Minimalism is not a lack of something. It's the perfect amount of something.
I had a lot to say about this subject and decided to divide this post into two parts. Look for part 2 this next week.
I've been wanting to share my journey towards simplicity. I feel I have been on this journey for awhile but I also feel am just beginning. Honestly, right now it feels like a jumbled up mess of thoughts, desires, and expectations. I can clearly see what I want. A clean and tidy home with very few items. I want everything we own to be something we truly love or is truly useful and used often. I dream of a schedule and to do list that completes all the important tasks of my day, leaves time for play and rejuvenation, and creates space to serve and connect, to build relationships with those I love most. I want space to breath, to dream, to create, to connect, to play.
I want to have time to spend with family and friends. I want to welcome everyday knowing that I can get to all the items on my short, simple to do list. I want that list to include mindful activities that include building relationships with my dear sweet family, those that live with me and those that live far away. I want it to include task and responsibilities that keep my home running smoothly, food on the table, and clean clothes hung in the closet. I want it to include rest and rejuvenation. I want it to include service in my church, in my community, and to my friends and family. I want to have time to be playful, have fun, and enjoy life. I want to work hard. I want to accomplish goals.

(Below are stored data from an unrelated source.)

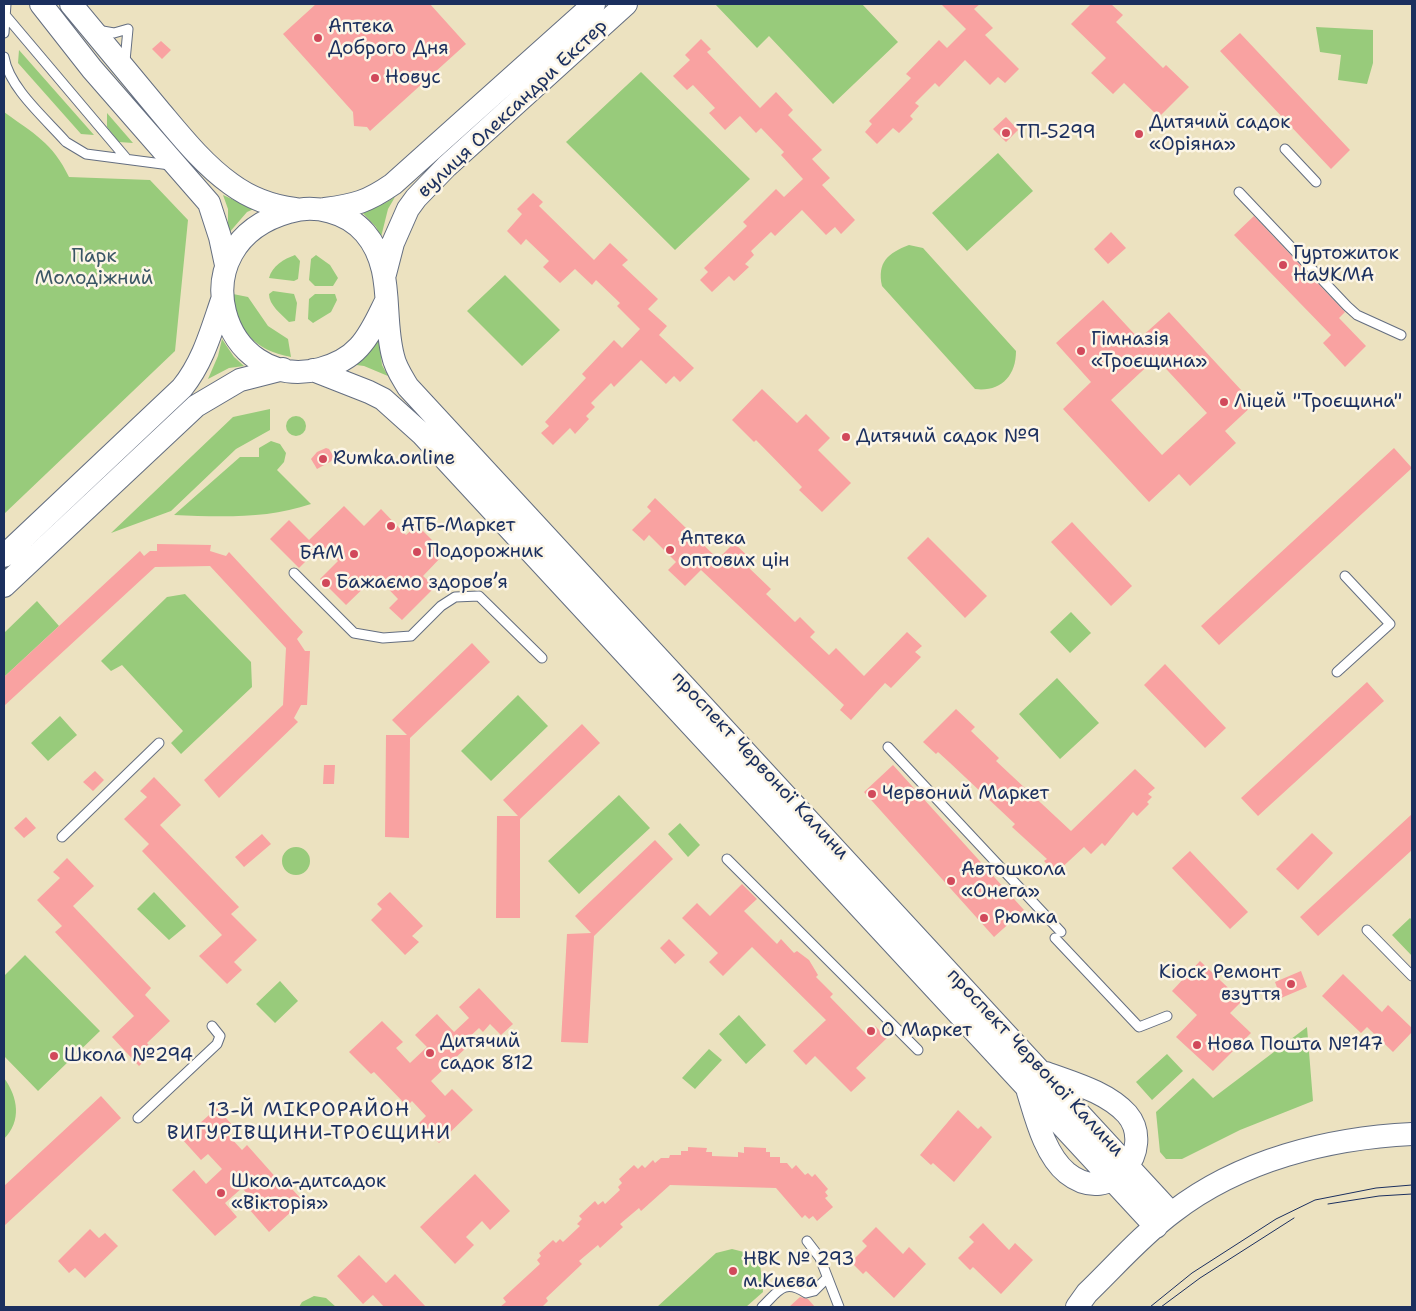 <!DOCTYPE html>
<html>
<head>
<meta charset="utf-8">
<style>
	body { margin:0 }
	#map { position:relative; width:1416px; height:1311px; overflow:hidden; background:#ece2c0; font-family:"Shantell Sans",sans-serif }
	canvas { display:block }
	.frame { position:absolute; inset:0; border:5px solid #1b2f5e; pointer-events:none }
</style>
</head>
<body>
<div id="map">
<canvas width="1416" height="1311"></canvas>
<div class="frame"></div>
</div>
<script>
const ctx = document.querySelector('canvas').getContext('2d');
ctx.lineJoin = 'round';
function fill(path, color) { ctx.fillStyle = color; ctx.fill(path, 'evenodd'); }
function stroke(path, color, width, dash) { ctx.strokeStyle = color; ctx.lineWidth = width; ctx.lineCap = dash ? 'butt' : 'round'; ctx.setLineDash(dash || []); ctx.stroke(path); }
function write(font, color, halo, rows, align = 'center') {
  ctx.font = font + ' "Shantell Sans",sans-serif'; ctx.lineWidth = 5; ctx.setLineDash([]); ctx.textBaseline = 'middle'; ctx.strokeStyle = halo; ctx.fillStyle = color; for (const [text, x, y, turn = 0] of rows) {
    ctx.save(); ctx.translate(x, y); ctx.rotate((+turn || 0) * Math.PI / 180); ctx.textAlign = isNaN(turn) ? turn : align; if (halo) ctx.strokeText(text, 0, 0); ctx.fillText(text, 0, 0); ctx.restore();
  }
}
fill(new Path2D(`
	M715 4H862L898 42 833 104 769 36 757 48Z
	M1316 27 1373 30V63L1367 84 1338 80 1341 55 1320 52Z
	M19 50 94 135 81 134 18 63Z
	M641 72 750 179 675 250 566 142Z
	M4 112C33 133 53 143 69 177L150 180 188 220 175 351 4 514Z
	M107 113 133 143 119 142 107 127Z
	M998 153 1033 191 967 251 932 213Z
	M223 195 236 201 261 206 247 212 228 234V209Z
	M395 197 388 209 381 237 376 227 359 209C374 209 383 205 395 197Z
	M909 245 923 248 1016 351C1016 377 1000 392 975 389L882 286C877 262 888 253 909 245Z
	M295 255 300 261 298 279 294 281 269 278C272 266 284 259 295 255Z
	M316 255 330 265 338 278 333 286H315L309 280 311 259Z
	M505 275 560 330 522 366 467 311Z
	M273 291 294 294 297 303 295 321 289 322C281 314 269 305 269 294Z
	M233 294 248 297 268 326 288 339 291 357C254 350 238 331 233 294Z
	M315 294H335L337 300 331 312 313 323 308 319 309 299Z
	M222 339 234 357 244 366 229 368 208 379 218 356Z
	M379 339 382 365 388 376 364 366 349 364Z
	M270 409V430L236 449 171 511 111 533 233 417Z
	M286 426a10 10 0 1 1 20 0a10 10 0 1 1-20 0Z
	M271 441 280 444 286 453 284 462 277 470 311 504C267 519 220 517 174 515L240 457H259V448Z
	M185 594 251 662 252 687 181 754 171 743 183 731 122 665 111 671 101 661 167 597Z
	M37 601 59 626 4 677V633Z
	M1071 612 1091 633 1070 653 1050 632Z
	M1057 678 1099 723 1060 759 1019 714Z
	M518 695 548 726 491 781 461 751Z
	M60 716 77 735 48 761 31 743Z
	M619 795 650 828 579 894 548 861Z
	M680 823 700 845 688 857 668 834Z
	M282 861a14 14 0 1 1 28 0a14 14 0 1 1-28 0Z
	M154 892 186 926 169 940 137 909Z
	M1410 918 1412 920V956L1392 935Z
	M25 955 100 1031 38 1091 4 1056V976Z
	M280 981 298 1001 275 1023 256 1004Z
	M739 1015 766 1045 746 1064 719 1034Z
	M1307 1027 1313 1101 1240 1130 1182 1159H1166L1160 1152 1156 1112 1193 1078 1213 1098Z
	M709 1049 722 1060 695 1089 682 1078Z
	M1167 1054 1183 1071 1152 1100 1136 1082Z
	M4 1078C18 1097 22 1121 4 1139Z
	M732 1249 748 1253 760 1263 763 1292 746 1307H657L716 1253Z
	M314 1296 326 1298 336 1307H299L302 1302Z`), '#98cb7b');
fill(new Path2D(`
	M316 4H430L466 44 370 131 367 127 354 126 353 112 283 34Z
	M941 4H980L974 9 993 28 985 35 1019 69 1005 83 998 77 990 85 965 60 939 87 935 83 915 103 919 106 910 116 913 119 899 133 893 128 877 144 865 132 872 124 869 121 911 78 906 74 939 40 947 48 966 29Z
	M1091 4H1111L1123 15 1116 22 1163 68 1166 65 1189 87 1159 117 1124 83 1113 94 1091 73 1106 58 1071 24Z
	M1240 33 1350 150 1331 169 1220 51Z
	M701 39 711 49 707 52 760 108 776 92 793 110 788 115 822 150 812 159 830 178 822 185 855 220 841 234 835 227 826 235 802 210 775 236 771 232 751 251 754 255 745 264 749 267 734 281 729 276 712 292 700 280 708 272 704 268 747 226 743 222 776 189 784 197 803 179 781 155 784 152 761 128 756 133 740 116 725 130 709 113 715 108 693 85 687 90 673 76 690 60 685 55Z
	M161 41 171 50 162 59 152 49Z
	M1006 117 1018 130 1006 142 993 129Z
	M533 193 543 202 539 206 594 260 610 243 628 260 622 265 658 299 648 309 667 326 659 335 694 368 680 382 674 376 666 384 641 360 614 387 611 383 591 403 595 407 586 416 589 419 575 434 570 428 553 445 541 433 549 426 545 422 586 378 582 374 614 340 622 348 640 329 617 306 620 303 596 280 592 285 575 269 560 283 543 267 549 261 526 239 521 245 507 231 522 214 517 209Z
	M1254 216 1345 312 1339 318 1366 346 1345 367 1323 343 1331 335 1234 235Z
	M1111 232 1126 248 1108 264 1094 249Z
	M1103 300 1139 339 1169 312 1254 404 1225 431 1236 443 1190 486 1179 474 1149 502 1063 409 1091 382 1056 343ZM1156 358 1207 413 1162 455 1111 400Z
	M762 389 797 423 806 414 830 438 818 450 851 483 822 512 799 490 802 487 756 440 754 442 732 420Z
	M326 448 329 449 335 459 317 469 311 459 317 452Z
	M1394 448 1412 468 1219 645 1201 626Z
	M655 498 718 559 734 543 753 561 747 566 771 589 766 594 795 622 800 617 815 632 810 637 829 655 836 648 864 676 907 632 922 646 915 652 921 657 891 688 885 683 851 720 840 710 844 705 701 570 685 586 668 570 676 562 649 535 644 541 632 530 651 511 647 507Z
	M344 506 364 526 381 509 406 535 417 525 445 553 423 576 435 587 402 620 389 608 398 599 376 576 346 605 320 579 338 561 322 545 299 568 270 539 289 520 309 540Z
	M1072 522 1132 586 1111 606 1051 542Z
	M928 537 987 596 965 618 907 558Z
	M157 544 211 545 210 551 226 556 229 552 303 632 297 639 305 651H310L307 705H301L294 718 298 722 219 798 204 780 283 705 286 648 210 566 155 567 4 706V677L140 551 144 556 150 551H157Z
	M472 643 490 662 410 738 409 838 385 837 386 735H407L392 720Z
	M1165 664 1226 728 1205 748 1144 685Z
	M1367 682 1384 701 1258 816 1241 798Z
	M956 709 975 727 971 731 999 758 996 761 1071 831 1135 769 1155 788 1148 794 1152 797 1147 802 1149 804 1137 816 1133 812 1105 846 1102 843 1091 854 1084 847 1056 873 1044 861 1047 859 1012 827 1015 824 949 762 938 752 936 754 923 742Z
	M582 724 600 743 520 819V918H496L497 816H518L503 800Z
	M324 765H335L334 784H323Z
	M893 765 1024 910 994 937 864 792Z
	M95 771 104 780 93 791 83 782Z
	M154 777 181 805 160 825 239 907 231 914 257 940 234 962 242 970 227 984 199 956 222 935 142 851 149 844 124 819 147 797 140 791Z
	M1412 814V850L1318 936 1300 917Z
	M26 817 36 828 24 838 14 828Z
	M1312 833 1333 853 1298 890 1276 869Z
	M262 834 271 844 244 867 235 857Z
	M655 840 673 859 594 936 588 1043 561 1042 567 934 591 933 575 916Z
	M1190 851 1248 912 1230 929 1172 868Z
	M67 858 94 886 73 906 151 988 145 995 170 1021 147 1043 154 1051 139 1066 112 1037 134 1016 55 932 62 926 37 900 60 878 53 872Z
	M742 884 757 899 744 911 777 944 781 939 794 953 797 951 809 960 818 975 816 977 833 994 830 997 866 1034 875 1026 887 1038 856 1068 866 1078 851 1092 815 1056 806 1065 793 1051 826 1020 752 947 723 976 709 962 718 953 682 918 697 903 710 916Z
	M390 892 423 926 412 936 419 942 405 955 371 920 382 909 377 904Z
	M669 939 685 955 675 964 660 948Z
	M1200 961 1242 1001 1230 1013 1251 1033 1213 1071 1176 1037 1197 1015 1172 991Z
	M1301 971 1307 987 1281 998 1275 982Z
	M1343 974 1382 1012 1388 1005 1412 1028V1032L1393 1052 1367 1027 1361 1033 1322 996Z
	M479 988 513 1024 501 1035 490 1024 483 1032 479 1028 464 1042 468 1046 431 1081 445 1096 452 1089 473 1110 439 1143 419 1123 426 1116 412 1101 407 1106 374 1072 371 1074 349 1052 382 1021 403 1042 396 1048 410 1063 427 1047 415 1035 437 1014 454 1032 469 1018 459 1007Z
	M101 1096 121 1118 4 1226V1186Z
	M217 1108 235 1128 228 1135 242 1150 247 1145 279 1181 282 1178 303 1201 269 1232 249 1209 256 1203 242 1188 225 1203 237 1217 215 1236 172 1190 194 1170 206 1184 222 1169 208 1154 201 1160 182 1139Z
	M958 1110 978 1129 981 1126 992 1137 954 1182 933 1163 931 1165 920 1155Z
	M688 1147 707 1148 706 1152H712V1156L738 1157V1152L744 1153V1147L766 1148V1152H770V1157H780V1163H787L792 1169 796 1165 805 1175 808 1173 812 1177 815 1174 828 1189 825 1192 828 1196 825 1198 833 1207 817 1221 813 1216 809 1219 805 1215 802 1218 776 1188 670 1185 641 1211 639 1208 620 1224 623 1227 600 1248 598 1245 579 1261 582 1264 546 1298 548 1301 542 1307H500L506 1302 503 1298 540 1264 537 1260 541 1256 539 1253 553 1240 556 1243 560 1239 563 1242 580 1226 577 1224 582 1219 579 1216 595 1201 598 1205 603 1201 605 1204 620 1190 618 1187 622 1183 619 1179 634 1165 638 1169 642 1165 645 1168 653 1160 655 1163 661 1158H669L670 1155H681V1151H688Z
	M475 1174 510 1211 490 1230 482 1221 466 1237 474 1245 455 1264 420 1227Z
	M983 1223 1009 1250 1015 1243 1033 1260 1001 1294 973 1267 970 1270 958 1258 974 1242 969 1237Z
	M876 1227 903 1254 909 1247 926 1264 894 1298 866 1271 863 1274 851 1262 867 1246 862 1241Z
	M90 1229 99 1238 105 1233 118 1246 85 1278 75 1268 69 1273 58 1261Z
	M359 1255 386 1283 395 1274 426 1307H384L373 1295 363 1304 337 1276Z
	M800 1297 808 1299 815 1307H789Z`), '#f9a2a1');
const lane = new Path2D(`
	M6 16 126 158
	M97 30 114 33 128 29 125 61
	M4 33 6 4
	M4 57C9 88 46 119 66 142L86 154 170 165
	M1285 149 1316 182
	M1239 192 1347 306 1357 315 1401 335
	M294 573 354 633 383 638 411 636 441 606 455 597 479 596 542 658
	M1337 672 1390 624 1345 576
	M888 747 1061 932
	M62 837 159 743
	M727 859 918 1050
	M1367 930 1412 976
	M1055 938 1139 1027 1167 1016
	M138 1118 217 1044 220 1036 212 1026
	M807 1241 820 1258 839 1307
	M762 1307C778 1292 783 1278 806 1293L814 1291 827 1278`);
const secondary = new Path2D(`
	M41 4 92 69 209 203 220 237 226 265
	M71 4C100 39 130 75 159 110 181 136 203 164 231 184 250 198 271 206 295 209
	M325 209C355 205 367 202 393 184L594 4
	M385 274 393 243 408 209 416 198 447 166 626 4
	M386 301C378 317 371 334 359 347 349 358 335 365 320 369 222 394 175 244 289 212 315 204 347 212 365 233 395 268 382 315 393 356 395 367 402 377 408 387L1171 1213
	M313 370 369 392 383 399 422 434 1156 1227
	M4 556 182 388C203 362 211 332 222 300
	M4 586 196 406 240 380 283 369
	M1028 1092C1036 1118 1045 1155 1067 1173 1112 1209 1156 1148 1127 1114 1107 1092 1073 1083 1046 1073
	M1077 1307 1087 1293C1115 1266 1142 1235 1173 1212 1240 1160 1329 1138 1412 1134`);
stroke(lane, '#646e80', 11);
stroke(secondary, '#646e80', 24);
stroke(lane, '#fff', 9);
stroke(secondary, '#fff', 22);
stroke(new Path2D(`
	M1328 1204 1379 1196 1412 1194
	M1150 1307 1192 1273 1276 1219 1315 1200 1376 1188 1412 1185
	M1161 1307 1200 1278 1294 1218`), '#1b2f5e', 1);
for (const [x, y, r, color] of [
	[318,38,5,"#d1495b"],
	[375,78,5,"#d1495b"],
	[1006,133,5,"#d1495b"],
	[1139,134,5,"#d1495b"],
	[1283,265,5,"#d1495b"],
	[1081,351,5,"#d1495b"],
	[1224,402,5,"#d1495b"],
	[846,437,5,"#d1495b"],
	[323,459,5,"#d1495b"],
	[391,526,5,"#d1495b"],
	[670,550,5,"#d1495b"],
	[417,552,5,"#d1495b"],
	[354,554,5,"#d1495b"],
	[326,583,5,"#d1495b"],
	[872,794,5,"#d1495b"],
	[951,881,5,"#d1495b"],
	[984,918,5,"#d1495b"],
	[1291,984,5,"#d1495b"],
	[871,1031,5,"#d1495b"],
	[1197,1045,5,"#d1495b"],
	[430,1053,5,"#d1495b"],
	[54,1056,5,"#d1495b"],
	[221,1193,5,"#d1495b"],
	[733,1271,5,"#d1495b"]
]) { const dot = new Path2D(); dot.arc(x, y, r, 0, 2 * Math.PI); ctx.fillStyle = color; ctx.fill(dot); stroke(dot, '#fcf5e5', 2); }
write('19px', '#1b2f5e', '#fcf5e5', [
	["Аптека",328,27],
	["Доброго Дня",328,49],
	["Новус",385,78],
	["Дитячий садок",1149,123],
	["«Оріяна»",1149,145],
	["ТП-5299",1016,133],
	["Гуртожиток",1293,254],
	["НаУКМА",1293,276],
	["Гімназія",1091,340],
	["«Троєщина»",1091,362],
	["Ліцей \"Троєщина\"",1234,402],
	["Дитячий садок №9",856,437],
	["Rumka.online",333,459],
	["АТБ-Маркет",401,526],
	["Аптека",680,539],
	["оптових цін",680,561],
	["Подорожник",427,552],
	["БАМ",344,554,"right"],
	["Бажаємо здоровʼя",336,583],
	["Червоний Маркет",882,794],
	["Автошкола",961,870],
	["«Онега»",961,892],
	["Рюмка",994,918],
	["Кіоск Ремонт",1281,973,"right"],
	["взуття",1281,995,"right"],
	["О Маркет",881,1031],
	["Дитячий",440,1042],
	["садок 812",440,1064],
	["Нова Пошта №147",1207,1045],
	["Школа №294",64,1056],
	["Школа-дитсадок",231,1182],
	["«Вікторія»",231,1204],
	["НВК № 293",743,1260],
	["м.Києва",743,1282]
], 'left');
write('19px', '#1b2f5e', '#fcf5e5', [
	["вулиця Олександри Екстер",513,109,-43],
	["проспект Червоної Калини",760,766,47],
	["проспект Червоної Калини",1035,1063,47]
]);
write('19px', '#3a5665', '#fcf5e5', [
	["Парк",94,257],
	["Молодіжний",94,279]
]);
ctx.letterSpacing = '1px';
write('20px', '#1b2f5e', '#fcf5e5', [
	["13-Й МІКРОРАЙОН",309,1111],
	["ВИГУРІВЩИНИ-ТРОЄЩИНИ",309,1134]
]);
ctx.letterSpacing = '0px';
</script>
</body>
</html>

This stage of life seems too complicated. A home to maintain and remodel, a huge yard, a dog, a husband, 4 kiddos, homework, cleaning, service in church and community, extended family, a business, etc. The items above swirl around in my mind, how can I do all I want to do and keep things simple? The answer that comes is less. Less stuff, less activities, less on the to do list, less to worry about, less to organize and clean, less to plan. I want less so I can have more. Kat Lee from Inspired to Action has said she wants to do as little as possible as well as possible. I love this. I'm doing so many things now but I'm definitely not doing them as well as I could be. What if I could wipe my schedule clean and just add back a few items and do them amazingly well? What if I could get rid of all my extra stuff and keep the very best? What if I could keep things so simple and easy that it was simple and easy to do it all and do it well.
This is the answer. In the last couple years I have tried in small and simple ways to implement simplicity and have been rewarded with peace, calm, and feelings of accomplishment. I know it is the answer. I'm ready to tackle and simplify every aspect of my life, stripping away the excess, and keeping the very best.
How has simplicity benefited you in your life? Have you experimented with it and had success? Do you have any recommendations for where I can begin?